Postby jaihare » Tue Mar 17, 2009 1:26 am

annis wrote:
PeterD wrote:Because we are told not to translate the words in parentheses, should I treat it as a simple sentence instead of a compound sentence? Paul, in his answer key (http://www.greekgeek.org), has δὲ κακάς, btw.


Treat it as a continuation, or clarification, of the first. I'd use κακὰς δέ.

I'm very excited that textkit has gone Unicode! This is my first post on the new forum.
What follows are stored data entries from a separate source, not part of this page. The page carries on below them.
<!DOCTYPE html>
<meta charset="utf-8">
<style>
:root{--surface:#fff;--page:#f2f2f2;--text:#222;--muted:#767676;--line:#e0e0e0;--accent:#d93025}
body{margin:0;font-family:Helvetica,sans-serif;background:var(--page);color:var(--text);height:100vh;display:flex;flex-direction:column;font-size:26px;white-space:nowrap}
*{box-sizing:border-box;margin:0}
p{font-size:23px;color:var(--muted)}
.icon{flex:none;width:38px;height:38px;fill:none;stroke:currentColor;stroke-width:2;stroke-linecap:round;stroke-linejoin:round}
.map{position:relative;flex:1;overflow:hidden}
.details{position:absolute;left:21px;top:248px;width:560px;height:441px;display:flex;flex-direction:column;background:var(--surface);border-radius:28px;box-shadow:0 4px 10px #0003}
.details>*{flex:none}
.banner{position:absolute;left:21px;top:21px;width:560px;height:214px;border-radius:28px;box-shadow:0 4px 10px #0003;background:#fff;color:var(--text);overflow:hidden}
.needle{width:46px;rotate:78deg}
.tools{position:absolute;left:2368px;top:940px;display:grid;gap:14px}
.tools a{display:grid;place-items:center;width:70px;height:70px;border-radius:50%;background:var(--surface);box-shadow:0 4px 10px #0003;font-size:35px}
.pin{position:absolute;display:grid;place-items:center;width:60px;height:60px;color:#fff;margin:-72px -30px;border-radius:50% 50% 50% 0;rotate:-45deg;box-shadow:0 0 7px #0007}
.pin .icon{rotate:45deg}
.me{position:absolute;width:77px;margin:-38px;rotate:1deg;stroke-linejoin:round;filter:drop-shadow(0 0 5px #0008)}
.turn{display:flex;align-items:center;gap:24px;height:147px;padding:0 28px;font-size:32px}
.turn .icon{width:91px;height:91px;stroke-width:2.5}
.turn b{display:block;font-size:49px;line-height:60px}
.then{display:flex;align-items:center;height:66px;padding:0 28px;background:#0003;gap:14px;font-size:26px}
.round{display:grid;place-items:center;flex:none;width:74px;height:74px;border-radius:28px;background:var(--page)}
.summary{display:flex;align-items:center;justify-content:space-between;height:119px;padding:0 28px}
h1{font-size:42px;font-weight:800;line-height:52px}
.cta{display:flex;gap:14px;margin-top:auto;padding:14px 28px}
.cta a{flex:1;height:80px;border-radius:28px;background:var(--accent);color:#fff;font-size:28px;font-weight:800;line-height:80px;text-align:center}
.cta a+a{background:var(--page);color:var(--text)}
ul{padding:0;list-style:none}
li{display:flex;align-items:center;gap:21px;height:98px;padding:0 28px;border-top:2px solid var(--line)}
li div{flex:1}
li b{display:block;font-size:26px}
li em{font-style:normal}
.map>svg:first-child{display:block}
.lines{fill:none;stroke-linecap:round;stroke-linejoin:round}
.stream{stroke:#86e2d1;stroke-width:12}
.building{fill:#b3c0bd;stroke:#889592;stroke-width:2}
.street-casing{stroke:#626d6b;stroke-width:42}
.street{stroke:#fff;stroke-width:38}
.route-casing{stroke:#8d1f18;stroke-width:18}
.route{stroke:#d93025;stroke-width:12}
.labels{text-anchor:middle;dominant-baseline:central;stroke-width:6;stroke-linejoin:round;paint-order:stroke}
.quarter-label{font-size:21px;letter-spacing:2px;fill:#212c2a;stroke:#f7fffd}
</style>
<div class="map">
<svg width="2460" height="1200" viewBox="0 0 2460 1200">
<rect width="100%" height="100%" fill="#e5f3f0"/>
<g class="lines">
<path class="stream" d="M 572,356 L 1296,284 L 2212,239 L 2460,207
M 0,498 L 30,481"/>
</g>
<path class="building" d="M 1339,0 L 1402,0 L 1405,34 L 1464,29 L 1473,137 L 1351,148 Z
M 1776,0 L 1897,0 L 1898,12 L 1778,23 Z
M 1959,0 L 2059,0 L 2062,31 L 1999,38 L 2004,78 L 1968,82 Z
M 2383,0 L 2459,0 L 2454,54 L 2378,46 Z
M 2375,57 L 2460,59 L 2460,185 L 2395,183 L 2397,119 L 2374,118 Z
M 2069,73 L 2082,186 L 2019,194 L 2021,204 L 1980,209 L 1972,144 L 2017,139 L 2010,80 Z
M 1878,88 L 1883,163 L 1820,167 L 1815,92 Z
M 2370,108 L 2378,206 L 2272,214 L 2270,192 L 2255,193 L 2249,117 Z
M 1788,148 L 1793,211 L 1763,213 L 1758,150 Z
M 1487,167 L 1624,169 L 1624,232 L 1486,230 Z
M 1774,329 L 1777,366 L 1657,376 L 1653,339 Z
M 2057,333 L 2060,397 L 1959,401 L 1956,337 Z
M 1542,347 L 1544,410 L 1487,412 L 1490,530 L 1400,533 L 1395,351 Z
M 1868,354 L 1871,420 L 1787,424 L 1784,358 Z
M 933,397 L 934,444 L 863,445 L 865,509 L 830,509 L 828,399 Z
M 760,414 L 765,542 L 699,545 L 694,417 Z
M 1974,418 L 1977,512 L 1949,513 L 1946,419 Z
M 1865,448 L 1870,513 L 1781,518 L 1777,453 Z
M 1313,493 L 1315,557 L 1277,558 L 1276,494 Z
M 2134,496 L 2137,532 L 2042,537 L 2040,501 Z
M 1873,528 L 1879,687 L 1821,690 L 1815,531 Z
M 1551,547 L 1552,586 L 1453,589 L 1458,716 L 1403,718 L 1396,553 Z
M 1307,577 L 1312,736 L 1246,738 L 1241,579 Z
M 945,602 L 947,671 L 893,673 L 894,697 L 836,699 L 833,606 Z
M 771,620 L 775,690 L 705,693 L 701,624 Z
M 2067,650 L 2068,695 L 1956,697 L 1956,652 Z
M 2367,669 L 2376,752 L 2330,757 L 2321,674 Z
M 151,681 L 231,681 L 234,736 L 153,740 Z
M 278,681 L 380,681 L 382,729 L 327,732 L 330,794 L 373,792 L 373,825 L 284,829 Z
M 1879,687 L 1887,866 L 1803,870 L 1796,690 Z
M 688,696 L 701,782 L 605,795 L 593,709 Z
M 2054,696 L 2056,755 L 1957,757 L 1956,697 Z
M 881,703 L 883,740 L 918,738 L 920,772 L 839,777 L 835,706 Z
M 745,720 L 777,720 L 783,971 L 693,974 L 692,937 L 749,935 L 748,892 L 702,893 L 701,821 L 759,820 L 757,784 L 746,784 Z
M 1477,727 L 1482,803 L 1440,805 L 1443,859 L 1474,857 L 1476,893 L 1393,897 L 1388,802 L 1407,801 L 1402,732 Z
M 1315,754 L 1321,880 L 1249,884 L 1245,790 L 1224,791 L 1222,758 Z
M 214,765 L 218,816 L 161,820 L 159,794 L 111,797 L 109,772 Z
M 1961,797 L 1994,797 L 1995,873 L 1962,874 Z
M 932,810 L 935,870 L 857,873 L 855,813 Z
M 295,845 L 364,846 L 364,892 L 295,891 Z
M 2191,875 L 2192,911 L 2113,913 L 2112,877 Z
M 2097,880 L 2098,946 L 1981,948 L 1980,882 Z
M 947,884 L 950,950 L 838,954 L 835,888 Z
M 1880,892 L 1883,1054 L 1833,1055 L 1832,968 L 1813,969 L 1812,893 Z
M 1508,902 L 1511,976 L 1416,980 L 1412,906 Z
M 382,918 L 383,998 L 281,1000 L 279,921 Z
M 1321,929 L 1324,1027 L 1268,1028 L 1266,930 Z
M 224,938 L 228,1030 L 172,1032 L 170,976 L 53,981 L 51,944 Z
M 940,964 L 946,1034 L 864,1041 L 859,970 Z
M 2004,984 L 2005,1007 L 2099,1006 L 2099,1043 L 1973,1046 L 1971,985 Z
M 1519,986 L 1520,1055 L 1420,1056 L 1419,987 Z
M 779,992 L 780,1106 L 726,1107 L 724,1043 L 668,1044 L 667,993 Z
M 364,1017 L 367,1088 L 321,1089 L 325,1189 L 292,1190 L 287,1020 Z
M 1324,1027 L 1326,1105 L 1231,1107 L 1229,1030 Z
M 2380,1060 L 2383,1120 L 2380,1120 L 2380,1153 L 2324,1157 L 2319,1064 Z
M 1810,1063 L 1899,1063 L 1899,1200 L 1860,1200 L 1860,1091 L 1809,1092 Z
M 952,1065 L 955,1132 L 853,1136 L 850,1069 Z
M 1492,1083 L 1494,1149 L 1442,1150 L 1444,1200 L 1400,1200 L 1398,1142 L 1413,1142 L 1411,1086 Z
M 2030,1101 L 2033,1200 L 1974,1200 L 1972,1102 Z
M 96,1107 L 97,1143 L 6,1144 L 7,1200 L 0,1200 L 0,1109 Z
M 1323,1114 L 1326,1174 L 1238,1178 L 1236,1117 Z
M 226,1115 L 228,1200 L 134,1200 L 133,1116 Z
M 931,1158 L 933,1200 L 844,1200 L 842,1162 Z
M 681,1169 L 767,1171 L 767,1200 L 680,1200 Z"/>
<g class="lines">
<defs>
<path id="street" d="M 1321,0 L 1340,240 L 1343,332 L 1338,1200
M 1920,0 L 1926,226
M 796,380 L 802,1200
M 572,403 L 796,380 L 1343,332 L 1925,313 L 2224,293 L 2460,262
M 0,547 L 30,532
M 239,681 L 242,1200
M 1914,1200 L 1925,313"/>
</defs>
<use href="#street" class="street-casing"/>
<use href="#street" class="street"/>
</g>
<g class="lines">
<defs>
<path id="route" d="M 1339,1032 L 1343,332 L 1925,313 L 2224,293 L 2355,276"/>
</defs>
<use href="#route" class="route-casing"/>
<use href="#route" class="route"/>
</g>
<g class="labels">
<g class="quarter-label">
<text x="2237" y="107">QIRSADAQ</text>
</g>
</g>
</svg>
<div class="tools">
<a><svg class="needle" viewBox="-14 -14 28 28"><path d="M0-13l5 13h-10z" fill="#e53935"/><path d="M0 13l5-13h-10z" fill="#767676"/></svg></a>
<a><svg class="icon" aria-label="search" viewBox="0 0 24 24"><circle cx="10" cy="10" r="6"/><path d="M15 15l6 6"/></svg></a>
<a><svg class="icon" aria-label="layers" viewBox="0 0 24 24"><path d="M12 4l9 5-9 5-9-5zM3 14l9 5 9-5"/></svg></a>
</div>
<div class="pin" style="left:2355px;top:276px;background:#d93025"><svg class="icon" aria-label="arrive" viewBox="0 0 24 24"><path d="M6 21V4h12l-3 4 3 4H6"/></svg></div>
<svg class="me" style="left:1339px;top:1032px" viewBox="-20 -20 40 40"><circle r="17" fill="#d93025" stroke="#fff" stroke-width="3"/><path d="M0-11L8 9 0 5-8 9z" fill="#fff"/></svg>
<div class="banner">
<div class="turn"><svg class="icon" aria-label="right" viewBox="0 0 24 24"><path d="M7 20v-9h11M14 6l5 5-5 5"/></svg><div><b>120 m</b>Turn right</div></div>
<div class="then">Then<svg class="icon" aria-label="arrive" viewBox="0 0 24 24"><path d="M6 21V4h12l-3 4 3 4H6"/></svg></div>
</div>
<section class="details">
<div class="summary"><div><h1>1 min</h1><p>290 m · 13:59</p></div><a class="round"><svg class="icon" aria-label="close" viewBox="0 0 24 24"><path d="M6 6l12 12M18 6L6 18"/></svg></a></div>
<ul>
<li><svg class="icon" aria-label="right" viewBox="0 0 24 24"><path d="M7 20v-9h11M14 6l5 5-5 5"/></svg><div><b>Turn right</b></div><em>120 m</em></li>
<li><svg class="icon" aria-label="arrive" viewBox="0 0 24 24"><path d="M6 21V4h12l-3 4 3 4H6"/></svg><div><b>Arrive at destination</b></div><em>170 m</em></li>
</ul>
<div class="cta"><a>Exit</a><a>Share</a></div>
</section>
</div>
Kudos to the admins for the update. :)

Just wanted to comment to remind Peter that δέ is postpositive, which means it has to follow the first word of the sentence or clause that it is attached to. You will not find δὲ κακάς, but only κακὰς δέ, as annis stated. Remember "postpositive."

Best wishes,
Jason Hare

P.S. I'm about in the same place as you are in Pharr's book. I'd love to bounce things off of you. I took three years of κοινή in college, but I feel like this is going to be a real struggle. I don't have a lot of time, but I enjoy language study and would love to have someone to kinda bat things around with.

P.P.S. I didn't realize how out-of-date my reply was. If anyone else reads it and is working in this book, let me know please.
Jason Hare
jaihare@gmail.com

τοὺς θεοὺς εὔχομαί σοι διδόναι ὑγίειαν καὶ σωτηρίαν καὶ ἀγαθὰ πολλά.